WORK ITEM: Scan each line of the entries below for the word "limit" and count the ones where it appears. The answer is that number alone.

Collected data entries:
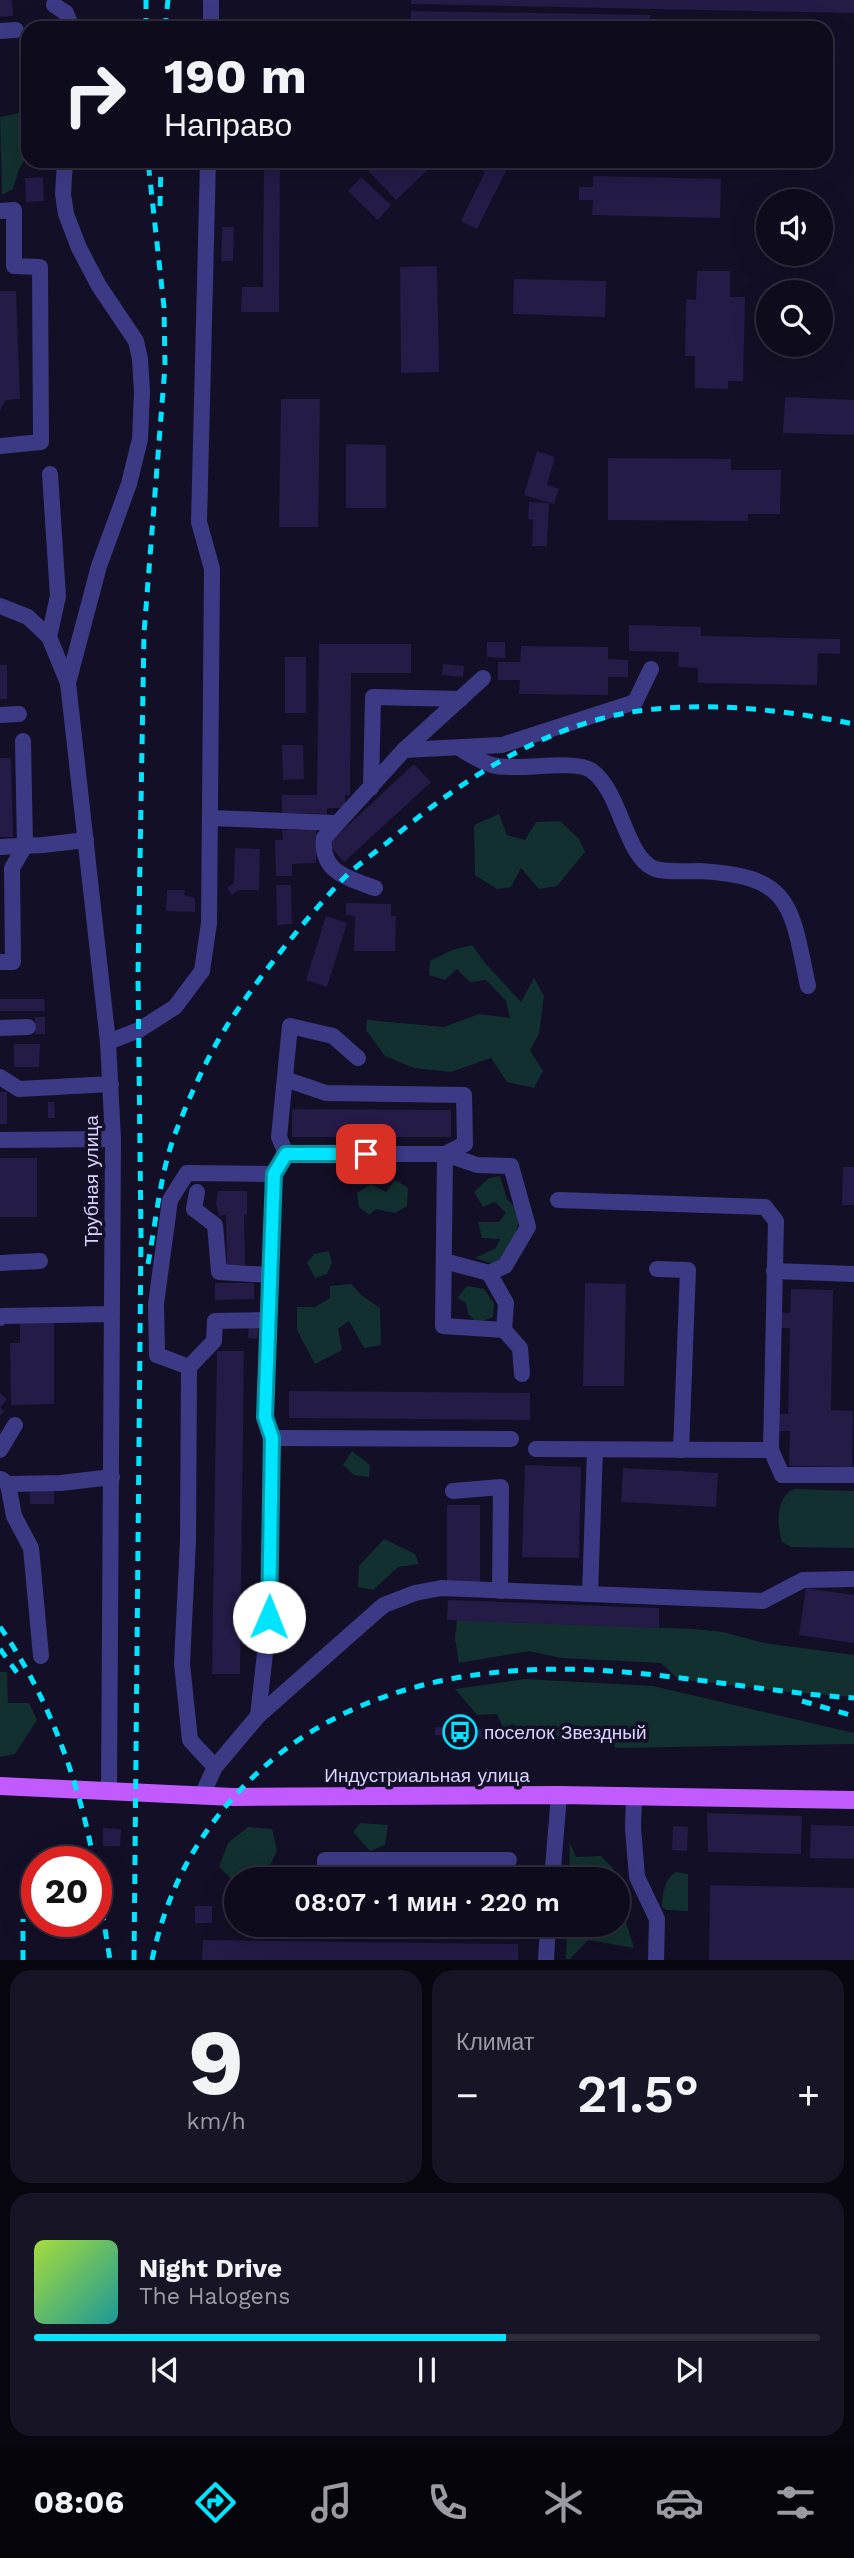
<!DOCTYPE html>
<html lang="ru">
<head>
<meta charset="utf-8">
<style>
	:root { --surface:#0e0b1c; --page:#171425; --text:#f1f3f6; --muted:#9b9ba3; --line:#2e2b3b; --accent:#00e5ff }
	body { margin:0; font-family:"Work Sans",sans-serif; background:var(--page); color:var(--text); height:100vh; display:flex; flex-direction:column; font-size:26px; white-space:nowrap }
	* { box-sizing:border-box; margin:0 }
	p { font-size:23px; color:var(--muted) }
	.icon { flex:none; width:38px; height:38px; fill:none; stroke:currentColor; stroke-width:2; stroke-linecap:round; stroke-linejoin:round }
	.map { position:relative; height:1960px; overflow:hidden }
	.details { display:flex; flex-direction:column; gap:10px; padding:10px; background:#08060f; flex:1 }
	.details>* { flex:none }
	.hud { position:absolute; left:21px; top:21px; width:812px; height:147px; border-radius:21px; box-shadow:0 7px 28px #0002,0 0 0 2px var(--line); background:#0e0b1c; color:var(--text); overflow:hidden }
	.fabs { position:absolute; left:756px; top:189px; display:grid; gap:14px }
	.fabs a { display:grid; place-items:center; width:77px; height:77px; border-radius:50%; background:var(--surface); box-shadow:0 7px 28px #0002,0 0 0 2px var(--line); font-size:35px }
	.speed { position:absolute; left:21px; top:1846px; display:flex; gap:14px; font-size:35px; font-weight:700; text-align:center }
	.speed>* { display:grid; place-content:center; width:91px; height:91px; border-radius:50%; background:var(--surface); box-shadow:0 7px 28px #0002,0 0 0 2px var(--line); line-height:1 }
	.speed .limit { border:10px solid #d22; background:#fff; color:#111 }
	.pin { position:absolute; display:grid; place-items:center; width:60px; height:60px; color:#fff; margin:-30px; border-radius:14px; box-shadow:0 4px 10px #0006 }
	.me { position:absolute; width:77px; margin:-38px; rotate:1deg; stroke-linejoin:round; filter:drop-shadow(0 0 5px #0008) }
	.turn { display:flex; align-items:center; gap:24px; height:147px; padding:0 28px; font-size:32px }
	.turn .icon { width:91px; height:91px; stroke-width:2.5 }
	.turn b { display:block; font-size:49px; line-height:60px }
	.big { font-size:52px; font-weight:600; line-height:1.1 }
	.details .widget { flex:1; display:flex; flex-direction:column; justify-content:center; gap:10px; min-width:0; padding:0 24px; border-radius:21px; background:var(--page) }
	.details .dial { align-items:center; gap:0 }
	.dial b { font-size:91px; line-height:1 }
	.song { display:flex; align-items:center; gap:21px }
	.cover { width:84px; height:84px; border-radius:10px; background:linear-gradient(135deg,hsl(80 70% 55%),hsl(180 70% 35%)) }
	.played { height:7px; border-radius:4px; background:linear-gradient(90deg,var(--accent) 60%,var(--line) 60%) }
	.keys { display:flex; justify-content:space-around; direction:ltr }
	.heat { display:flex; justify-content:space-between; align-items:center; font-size:38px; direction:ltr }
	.details .tiles { flex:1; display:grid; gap:10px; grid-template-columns:1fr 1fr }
	.widget:last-child { grid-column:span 2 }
	.trip { position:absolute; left:224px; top:1867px; width:406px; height:70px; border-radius:35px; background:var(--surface); box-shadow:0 7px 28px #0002,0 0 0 2px var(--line); font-weight:600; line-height:70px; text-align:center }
	.tab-bar { display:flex; height:112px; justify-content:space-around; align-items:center; background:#06040b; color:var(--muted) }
	.tab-bar .icon { width:49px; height:49px }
	.tab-bar .on { color:var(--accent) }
	.tab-bar b { font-size:32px; color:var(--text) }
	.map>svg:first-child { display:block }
	.green { fill:#12302f }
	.building { fill:#241b47 }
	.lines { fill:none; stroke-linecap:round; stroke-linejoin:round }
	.minor { stroke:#3d3a85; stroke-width:16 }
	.major { stroke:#c25bff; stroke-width:18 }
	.rail { stroke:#00e5ff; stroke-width:5; stroke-dasharray:10 9; stroke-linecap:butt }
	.route-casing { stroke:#0095a6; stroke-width:18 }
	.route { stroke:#00e5ff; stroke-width:12 }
	.labels { text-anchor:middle; stroke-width:7; stroke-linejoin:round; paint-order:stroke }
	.street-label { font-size:19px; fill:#d9d4ff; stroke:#130f26 }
	.poi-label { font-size:19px; fill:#d9d4ff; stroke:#130f26; text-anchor:start }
</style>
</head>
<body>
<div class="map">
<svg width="854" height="1960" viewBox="0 0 854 1960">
	<rect width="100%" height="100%" fill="#130f26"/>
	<!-- green -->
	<g class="green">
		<path d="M28,111v44l-9,14 -6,20 -11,6 -2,-78z"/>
		<path d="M499,814l8,21 18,5 11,-18 24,-1 19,18 6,13 -28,34 -18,3 -18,-21 -10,19 -14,2 -22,-14 -1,-50z"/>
		<path d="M472,945l13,18 36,39 13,-24 10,18 -5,38 -9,16 13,21 -9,17 -27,-6 -16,-24 -40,14 -37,-4 -29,-12 -19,-26 1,-10 77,7 35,-13 31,4 -4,-17 -20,-21 -16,2 -13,-13 -12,11 -16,-5 1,-14 22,-11z"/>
		<path d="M500,1176l7,23 12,12c-1,23 -6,40 -25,53l-19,-6 21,-10 4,-9 -18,-1 -4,-16h21l7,-9 -11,-11 -12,5 -9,-15 15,-14z"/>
		<path d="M395,1180l13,8 -1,18 -12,7 -19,-4 -7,6 -10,-8 -2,-14 14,-9 15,8z"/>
		<path d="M329,1251l3,12 -5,11 -12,4 -8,-15 7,-9z"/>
		<path d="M351,1284l10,11 19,13 1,37 -17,3 -15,-27 -11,8 4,21 -27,14 -18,-34v-23h18l15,-9v-12z"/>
		<path d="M467,1286l17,3 10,14 -1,14 -15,6 -10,-9 -2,-11 -9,-5z"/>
		<path d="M352,1451l18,14 -1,12 -15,-2 -11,-10z"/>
		<path d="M794,1489l60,2v57l-63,-1 -9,-5c-5,-18 -7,-44 12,-53z"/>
		<path d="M384,1539l31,15 4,10 -21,3 -25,23 -15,-3 1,-21z"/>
		<path d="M457,1620l236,9 30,3 41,11 90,12v42l-75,-6 -101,-12 -17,-16 -100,-5 -32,-7 -70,12 -4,-25z"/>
		<path d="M0,1672h7l1,31h21l8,17 -22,34 -15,3z"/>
		<path d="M525,1679l128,7 201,47v11l-238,4 -13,-13 -61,6 -30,-17 -8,7 -7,-17 -20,1 -22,-26z"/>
		<path d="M360,1823l28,2 -3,20 -15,6 -17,-19z"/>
		<path d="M248,1827l24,2 5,22 -14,28 -27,1v3l-17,-16 9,-24z"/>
		<path d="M570,1843l6,14 25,-1 12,12 -3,11h-41z"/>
		<path d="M676,1872l12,2v37l-21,-1 -5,-3c0,-13 3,-29 14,-35z"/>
		<path d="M618,1896l16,52 -46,-8 -18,19h-4l1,-34h51z"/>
	</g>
	<!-- building -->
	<g class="building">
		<path d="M0,0h12l1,16 -13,1z"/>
		<path d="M411,0h443v13l-443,-9z"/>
		<path d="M411,11l239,4v13h-240z"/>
		<path d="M826,37h6l-1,52h-5z"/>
		<path d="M264,161h16l-1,151h-38l1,-25h21z"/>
		<path d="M359,161h37l3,3 3,-3h35l-41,39z"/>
		<path d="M477,161h34l-34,68 -16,-8 24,-49 -11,-7z"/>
		<path d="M593,176l128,3 -1,39 -128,-3 1,-15h-14v-13h14z"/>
		<path d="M43,177l1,24 -18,1 -1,-24z"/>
		<path d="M361,177l30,28 -13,15 -30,-29z"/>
		<path d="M222,227h12l-1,34h-12z"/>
		<path d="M437,266l2,106 -38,1 -1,-106z"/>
		<path d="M697,271h33v26h15l-2,84h-15v8l-33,-1v-32h-10l1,-57 10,1z"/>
		<path d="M514,279l92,2 -1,36 -92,-3z"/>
		<path d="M0,291h16l4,108 -14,1 -6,10z"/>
		<path d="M785,397l69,3v35l-71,-2z"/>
		<path d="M281,399h39l-2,128h-39z"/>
		<path d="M346,444l40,1v63h-40z"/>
		<path d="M537,451l18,6 -8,28 12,4 -5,15 -30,-9z"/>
		<path d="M608,458l123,1v11h50l-1,44h-32v7l-140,-1z"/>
		<path d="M529,502l20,1 -2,43h-15l1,-26 -5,-1z"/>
		<path d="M629,625l72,2v9l139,3v15l-22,-1 -1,32 -119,-2v-15l-20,-1 1,-15 -50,-1z"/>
		<path d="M487,642h18v16l-18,-1z"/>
		<path d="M319,644h92v29h-60l-1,122h-5v13h-18v6l-45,-1v-18h35z"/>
		<path d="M521,646l87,1v12l20,1v17h-20v18l-89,-1 1,-14h-22v-18h22z"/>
		<rect x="285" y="657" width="21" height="56"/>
		<path d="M443,664l21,2 -1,11 -21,-2z"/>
		<rect x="0" y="665" width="7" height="34"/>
		<path d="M282,745h21l1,34 -21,1z"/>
		<path d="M0,758h11l2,79h-13z"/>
		<path d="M414,764l17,18 -87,80 -16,-18z"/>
		<path d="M316,829v34l-24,1v12h-16l-1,-36h8l-1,-10z"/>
		<path d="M235,848l25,1 -1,41h-21l-6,5 -5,-7 7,-5z"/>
		<path d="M276,885h15l1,39 -15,1z"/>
		<path d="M167,890h18l-1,5 11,3v14l-29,-1z"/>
		<path d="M346,903l45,1v12h5l-1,35h-41l1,-35 -9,-1z"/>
		<path d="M326,916l21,7 -20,64 -21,-7z"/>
		<path d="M0,999h44l1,12h-45z"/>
		<rect x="35" y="1017" width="10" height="17"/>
		<path d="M14,1044h26l-1,23h-25z"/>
		<rect x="0" y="1092" width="7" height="32"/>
		<path d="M48,1102h6l1,16h-7z"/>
		<path d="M292,1109l159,1v27h-159z"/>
		<rect x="0" y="1158" width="37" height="59"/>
		<path d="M843,1167h11v38h-12z"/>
		<path d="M218,1191h29v23l-3,1 1,50h-18l-1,-50 -7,1 -3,-13z"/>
		<path d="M215,1283h39v16l-39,1z"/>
		<path d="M585,1283l41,1 -2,102h-41z"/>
		<path d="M791,1289l42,1 -2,120 22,1 -1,56 -63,-1 1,-35h-10v-17h8l2,-86h-9v-16l9,1z"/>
		<path d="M20,1321h34v83l-43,1 -1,-62h10z"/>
		<path d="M249,1324l10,1 -2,14 -9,-1z"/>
		<path d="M217,1351h27l-4,323h-28z"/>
		<path d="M289,1391l241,2v27l-241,-2z"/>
		<path d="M0,1393l7,6 -7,9 4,3 -4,5z"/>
		<path d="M525,1465l56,2 -2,91 -57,-1z"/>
		<path d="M623,1468l95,5 -2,34 -95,-5z"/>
		<path d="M54,1476v28h-24l-1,-27z"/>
		<rect x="447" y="1505" width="33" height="78"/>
		<path d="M806,1588l48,7v48l-55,-8z"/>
		<path d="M448,1600l211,8v20l-212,-8z"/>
		<path d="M435,1727l51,2v8l-51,-2z"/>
		<path d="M707,1813l95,3 -1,38 -93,-2z"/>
		<path d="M811,1825l43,1v33l-44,-1z"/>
		<path d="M673,1826l15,1 -1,24 -15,-1z"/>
		<path d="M103,1828l18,1 -1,17h-17z"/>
		<path d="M710,1885l144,3v72h-145z"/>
		<rect x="195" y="1906" width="17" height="17"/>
		<path d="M203,1940l315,4v16h-316z"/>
	</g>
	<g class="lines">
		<!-- minor -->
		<g class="minor">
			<path d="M211,0v28"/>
			<path d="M54,5l12,8 6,15"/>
			<path d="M0,31l16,-1"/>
			<path d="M65,161l-2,33 3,20 13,34 20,38 37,55 4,18 2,33 -2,47 -11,45 -30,82 -31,117"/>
			<path d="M0,211l14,-1v56l26,1 1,175 -41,4"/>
			<path d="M0,606l28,11 21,20 19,46 40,359 5,97 -4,652"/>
			<path d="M49,637l9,-41 -8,-122"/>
			<path d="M0,715l19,-1"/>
			<path d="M459,748c10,6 22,14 33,17 26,7 82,-7 100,6 29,21 33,84 61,97 10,5 36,3 47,3 93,5 91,35 108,115"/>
			<path d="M404,750l98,-5 133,-43 16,-33"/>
			<path d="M371,788l2,-91 88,2"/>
			<path d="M210,818l126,5"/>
			<path d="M0,847l43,-2 43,-5"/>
			<path d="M375,888c-27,-10 -55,-16 -51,-50l80,-88 79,-72"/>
			<path d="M0,962h13l-1,-94 13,-22 -2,-105"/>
			<path d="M0,1028l28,-1"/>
			<path d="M108,1042l31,-12 36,-23 27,-36 7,-48 3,-354 -13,-47 9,-361"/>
			<path d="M0,1077l19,12 92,-5"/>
			<path d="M285,1079l41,14 138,2 1,49 -20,10"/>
			<path d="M0,1140l113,-1"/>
			<path d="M286,1154l-7,-17 11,-111 43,10 25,22"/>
			<path d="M445,1154l32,11 34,1 17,61 -23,39 -16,7"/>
			<path d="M197,1192l-3,17 21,16 4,47 51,3"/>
			<path d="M558,1200l207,7 11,14 -5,229 11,25h72"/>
			<path d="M0,1263l40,-2"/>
			<path d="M657,1269l31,1 -7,180"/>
			<path d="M774,1271l80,3"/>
			<path d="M0,1318l2,-2 110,-2"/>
			<path d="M504,1330l16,18 2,26"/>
			<path d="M189,1367l25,-26 1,-20 53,-1"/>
			<path d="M272,1438l239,1"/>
			<path d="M536,1449l235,1"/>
			<path d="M0,1450l15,-25"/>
			<path d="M1,1479l7,5 53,-1 51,-6"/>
			<path d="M8,1484l6,32 17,32 10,108"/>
			<path d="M453,1491l48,-4 -1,104"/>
			<path d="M590,1594l5,-144"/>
			<path d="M258,1716l11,-99 3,-179 -7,-21 9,-243 12,-20h159l-2,172 61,4 2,-27 -17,-30 -45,-12"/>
			<path d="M215,1767l-25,-27 -8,-76 6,-124 1,-173 -32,-12 -1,-51 14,-104 17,-27 87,1"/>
			<path d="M202,1795l13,-28 43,-51 120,-106 6,-5 31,-12 26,-5 322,13 40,-21 51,-1"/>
			<path d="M634,1796l-1,32 4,49 20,42 -1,41"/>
			<path d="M325,1880v-20h184"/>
			<path d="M552,1880l7,-85"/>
			<path d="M388,1925l139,5 21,-1"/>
			<path d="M546,1960l2,-35"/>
		</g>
		<!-- major -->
		<path class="major" d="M0,1786l233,11 326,-2 295,5"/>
		<!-- rail -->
		<g class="rail">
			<path d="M146,28v-28"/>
			<path d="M165,28l3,-28"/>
			<path d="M160,206l1,-45"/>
			<path d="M148,1264c8,-43 12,-90 27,-130 15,-39 35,-84 59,-119 32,-47 70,-94 109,-136 13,-13 30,-25 45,-37 72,-61 155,-117 250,-131 71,-10 147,-1 216,13"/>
			<path d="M0,1627c48,68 79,154 94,235"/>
			<path d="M0,1649l18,25"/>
			<path d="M802,1701l52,15"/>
			<path d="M96,1873l14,87"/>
			<path d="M23,1960v-41"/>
			<path d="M134,1960l7,-724 -3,-261 6,-342 21,-267 -1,-59 -16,-146"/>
			<path d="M152,1960c15,-71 46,-128 97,-179 92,-92 220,-117 347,-111 86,5 172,22 258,28"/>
		</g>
	</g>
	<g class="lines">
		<defs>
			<path id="route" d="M269,1617l3,-179 -7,-21 9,-243 12,-20h80"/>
		</defs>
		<!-- route casing -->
		<use href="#route" class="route-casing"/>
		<!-- route -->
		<use href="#route" class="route"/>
	</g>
	<!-- icons -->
	<defs>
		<symbol id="bus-ring" viewBox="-11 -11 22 22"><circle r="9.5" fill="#130f26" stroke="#00e5ff" stroke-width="1.5"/><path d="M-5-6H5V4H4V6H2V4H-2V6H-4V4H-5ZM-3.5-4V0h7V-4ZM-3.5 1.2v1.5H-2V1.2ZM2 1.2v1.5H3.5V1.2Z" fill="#00e5ff"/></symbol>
	</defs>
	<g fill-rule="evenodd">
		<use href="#bus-ring" x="441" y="1713" width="38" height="38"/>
	</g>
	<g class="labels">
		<!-- street labels -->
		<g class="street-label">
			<text transform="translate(91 1181) rotate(-90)" y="7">Трубная улица</text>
			<text x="427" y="1782">Индустриальная улица</text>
		</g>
		<!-- poi labels -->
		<g class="poi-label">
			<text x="484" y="1739">поселок Звездный</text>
		</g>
	</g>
</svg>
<div class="fabs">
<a><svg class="icon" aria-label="sound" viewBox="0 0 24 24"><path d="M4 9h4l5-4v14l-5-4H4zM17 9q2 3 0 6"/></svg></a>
<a><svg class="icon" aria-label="search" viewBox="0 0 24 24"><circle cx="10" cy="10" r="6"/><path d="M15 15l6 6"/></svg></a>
</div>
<div class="speed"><div class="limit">20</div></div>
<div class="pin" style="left:366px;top:1154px;background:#d93025"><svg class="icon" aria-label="arrive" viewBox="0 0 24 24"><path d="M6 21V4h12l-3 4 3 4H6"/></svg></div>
<svg class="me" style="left:269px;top:1617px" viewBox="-20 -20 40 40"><circle r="19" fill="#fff"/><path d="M0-13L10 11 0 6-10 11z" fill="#00e5ff"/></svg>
<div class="trip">08:07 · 1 мин · 220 m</div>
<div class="hud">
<div class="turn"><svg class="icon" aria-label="right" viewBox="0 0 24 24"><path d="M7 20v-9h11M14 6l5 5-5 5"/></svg><div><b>190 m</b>Направо</div></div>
</div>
</div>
<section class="details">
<div class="tiles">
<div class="widget dial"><b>9</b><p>km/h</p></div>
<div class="widget"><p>Климат</p>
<div class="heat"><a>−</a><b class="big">21.5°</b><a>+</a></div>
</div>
<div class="widget">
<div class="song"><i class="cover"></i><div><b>Night Drive</b><p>The Halogens</p></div></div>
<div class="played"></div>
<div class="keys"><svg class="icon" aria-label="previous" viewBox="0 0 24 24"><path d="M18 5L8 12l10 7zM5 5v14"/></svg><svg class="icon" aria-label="pause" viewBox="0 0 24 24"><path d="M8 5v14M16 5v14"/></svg><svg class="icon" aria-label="next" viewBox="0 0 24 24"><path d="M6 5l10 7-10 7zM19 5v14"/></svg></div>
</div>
</div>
</section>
<nav class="tab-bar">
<b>08:06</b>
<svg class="icon on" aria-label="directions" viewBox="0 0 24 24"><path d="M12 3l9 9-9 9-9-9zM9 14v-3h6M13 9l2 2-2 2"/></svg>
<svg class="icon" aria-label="music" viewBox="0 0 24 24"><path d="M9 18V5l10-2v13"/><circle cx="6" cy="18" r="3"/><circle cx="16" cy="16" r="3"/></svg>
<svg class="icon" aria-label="phone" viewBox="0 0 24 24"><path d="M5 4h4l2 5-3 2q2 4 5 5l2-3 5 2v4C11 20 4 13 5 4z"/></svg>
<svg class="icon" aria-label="climate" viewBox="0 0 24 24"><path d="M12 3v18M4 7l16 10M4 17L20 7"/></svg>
<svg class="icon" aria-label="car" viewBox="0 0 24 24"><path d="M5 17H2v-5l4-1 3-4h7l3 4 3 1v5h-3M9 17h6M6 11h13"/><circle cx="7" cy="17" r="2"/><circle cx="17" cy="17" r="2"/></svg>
<svg class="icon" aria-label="filters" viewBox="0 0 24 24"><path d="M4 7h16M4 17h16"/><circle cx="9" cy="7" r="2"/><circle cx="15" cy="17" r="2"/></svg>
</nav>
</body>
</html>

SOLUTION FOR THIS EXERCISE: 2